It was on a post written more than three years ago, back in February 2010.
The post came just after Christmas 2009, when Suzi made me a Diabetes Ninja modeled after all my talk of "being a ninja" thanks to Super G who's widely known in the DOC as the original Ninjabetic.
Anyhow, a few years have passed since then and we've since handed Lance off to a friend in the community who needed his protection - he's now been renamed, Little G.
Dr. Google or the power of online connectivity apparently came into play, bringing someone to that post. And this comment came from that person:
Just wanted to say to you and Suzi that I loved your Diabetes Ninja toy so much, I made 20 of them to send with my son to Camp Joslin for him and his cabin mates and counselors. I of course made the weapons, including a sword made from the cartridge plunger and needle cover, and a Kendo-style staff. I included a card that states "I am a Diabetes Ninja. Expert. Fighter. With cool weapons. I await your command, Sensei," in a Japanese-style font. I know they will be a HUGE hit, because I gave one to his friend and his parents found him fast asleep that night with the Diabetes Ninja tucked in his arms at a BG check. Thanks so much to your wife for this wonderful way to reach out to these kids, who do become Diabetes Ninjas at camp.
I absolutely loved this comment, and it touches my heart.
So, to the D-Mom who wrote and sent it: THANK YOU!
This reminds me of why I started writing - to just connect with others in this community. To share stories and find people who "get it." Along the way, as that's evolved, more and more advocacy and empowerment has materialized. And a career change, which was completely unexpected... But, it goes to show the power of the Diabetes Online Community to touch lives.
Today, Chris Snider over at A Consequence of Hypoglycemia decided it was time for a "DOC Check-In" where we celebrate everyone who reads the various diabetes blogs out there. Lurkers can chime in with a comment, and we can marvel in how connected this community can be.
My first few years of the DOC were spent behind the curtain, being a "D-Lurker" and just reading and occasionally commenting on blogs. The first ones I found to read were Kerri, George, Scott Johnson, and Amy (who is now my editor!).And I think George and Amy were two of the first D-commenters I had, back in early 2007 not long after creating my new blog to put a little diabetes voice into my writing.
Amazing how time flies!
The above comment is a perfect example of how we can touch each others' lives in what we write, in sharing our stories -- no matter how big or small. And how, years later, those stories we've shared can still make a difference.

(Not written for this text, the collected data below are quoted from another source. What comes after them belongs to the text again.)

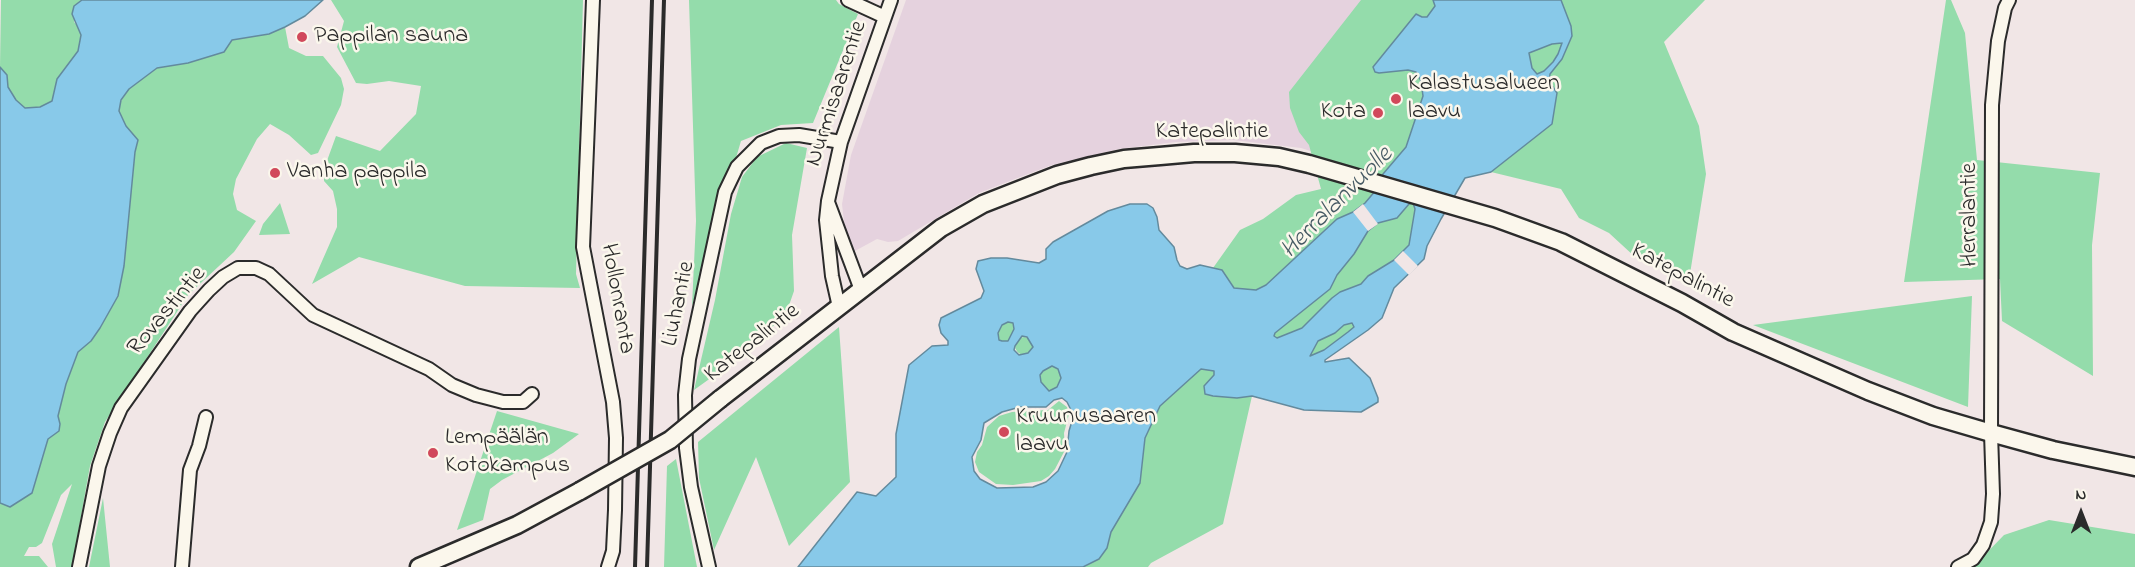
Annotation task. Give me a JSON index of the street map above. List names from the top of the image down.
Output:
{
  "streets": {
    "street": [
      "Nurmisaarentie",
      "Katepalintie",
      "Herralantie",
      "Hollonranta",
      "Liuhantie",
      "Rovastintie"
    ]
  },
  "crossings": [
    ["Nurmisaarentie", "Katepalintie"],
    ["Nurmisaarentie", "Liuhantie"],
    ["Katepalintie", "Herralantie"]
  ],
  "water": ["Herralanvuolle"],
  "places": [
    "Pappilan sauna",
    "Kalastusalueen laavu",
    "Kota",
    "Vanha pappila",
    "Kruunusaaren laavu",
    "Lempäälän Kotokampus"
  ],
  "north": "top"
}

I will look forward to commenting on everything I read today, and making a point to ensure these comments are more than just a "Check" but a meaningful response to what's been written. And then I'll look forward to following along on Twitter, with the hashtag #dblogcheck.
To all those who've commented: Thank you for making a difference in my life and letting me know what you think about what I have written. I would not, and this community certainly wouldn't, be the same without you.
You make the DOC what it is.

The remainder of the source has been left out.